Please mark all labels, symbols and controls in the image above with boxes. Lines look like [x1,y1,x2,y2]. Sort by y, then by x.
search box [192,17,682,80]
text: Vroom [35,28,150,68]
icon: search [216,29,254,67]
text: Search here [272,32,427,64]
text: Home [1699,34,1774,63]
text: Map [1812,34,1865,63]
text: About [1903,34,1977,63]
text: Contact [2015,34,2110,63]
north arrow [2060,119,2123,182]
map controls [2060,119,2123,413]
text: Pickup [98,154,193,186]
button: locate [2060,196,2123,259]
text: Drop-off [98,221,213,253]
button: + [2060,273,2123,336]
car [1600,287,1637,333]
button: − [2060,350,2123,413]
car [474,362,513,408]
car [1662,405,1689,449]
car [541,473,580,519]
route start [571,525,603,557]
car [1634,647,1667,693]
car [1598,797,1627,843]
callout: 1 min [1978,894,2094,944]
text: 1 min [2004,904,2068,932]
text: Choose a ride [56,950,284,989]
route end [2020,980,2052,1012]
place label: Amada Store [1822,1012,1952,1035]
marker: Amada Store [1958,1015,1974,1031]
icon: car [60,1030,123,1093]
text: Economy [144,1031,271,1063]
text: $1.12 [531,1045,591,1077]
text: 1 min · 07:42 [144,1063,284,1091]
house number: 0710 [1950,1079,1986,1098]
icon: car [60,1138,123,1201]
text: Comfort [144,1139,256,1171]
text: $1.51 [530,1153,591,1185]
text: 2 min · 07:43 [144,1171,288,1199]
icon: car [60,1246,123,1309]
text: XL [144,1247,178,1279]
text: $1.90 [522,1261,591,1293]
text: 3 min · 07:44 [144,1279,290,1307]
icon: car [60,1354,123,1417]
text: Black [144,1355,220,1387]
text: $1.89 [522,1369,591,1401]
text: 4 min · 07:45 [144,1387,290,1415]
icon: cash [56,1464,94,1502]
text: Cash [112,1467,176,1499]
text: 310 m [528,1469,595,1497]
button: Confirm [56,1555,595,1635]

▬▬▬

### TASK PROMPT
Print the full listing again, word for word.

### THE COMPLETED TASK
Please mark all labels, symbols and controls in the image above with boxes. Lines look like [x1,y1,x2,y2]. Sort by y, then by x.
search box [192,17,682,80]
text: Vroom [35,28,150,68]
icon: search [216,29,254,67]
text: Search here [272,32,427,64]
text: Home [1699,34,1774,63]
text: Map [1812,34,1865,63]
text: About [1903,34,1977,63]
text: Contact [2015,34,2110,63]
north arrow [2060,119,2123,182]
map controls [2060,119,2123,413]
text: Pickup [98,154,193,186]
button: locate [2060,196,2123,259]
text: Drop-off [98,221,213,253]
button: + [2060,273,2123,336]
car [1600,287,1637,333]
button: − [2060,350,2123,413]
car [474,362,513,408]
car [1662,405,1689,449]
car [541,473,580,519]
route start [571,525,603,557]
car [1634,647,1667,693]
car [1598,797,1627,843]
callout: 1 min [1978,894,2094,944]
text: 1 min [2004,904,2068,932]
text: Choose a ride [56,950,284,989]
route end [2020,980,2052,1012]
place label: Amada Store [1822,1012,1952,1035]
marker: Amada Store [1958,1015,1974,1031]
icon: car [60,1030,123,1093]
text: Economy [144,1031,271,1063]
text: $1.12 [531,1045,591,1077]
text: 1 min · 07:42 [144,1063,284,1091]
house number: 0710 [1950,1079,1986,1098]
icon: car [60,1138,123,1201]
text: Comfort [144,1139,256,1171]
text: $1.51 [530,1153,591,1185]
text: 2 min · 07:43 [144,1171,288,1199]
icon: car [60,1246,123,1309]
text: XL [144,1247,178,1279]
text: $1.90 [522,1261,591,1293]
text: 3 min · 07:44 [144,1279,290,1307]
icon: car [60,1354,123,1417]
text: Black [144,1355,220,1387]
text: $1.89 [522,1369,591,1401]
text: 4 min · 07:45 [144,1387,290,1415]
icon: cash [56,1464,94,1502]
text: Cash [112,1467,176,1499]
text: 310 m [528,1469,595,1497]
button: Confirm [56,1555,595,1635]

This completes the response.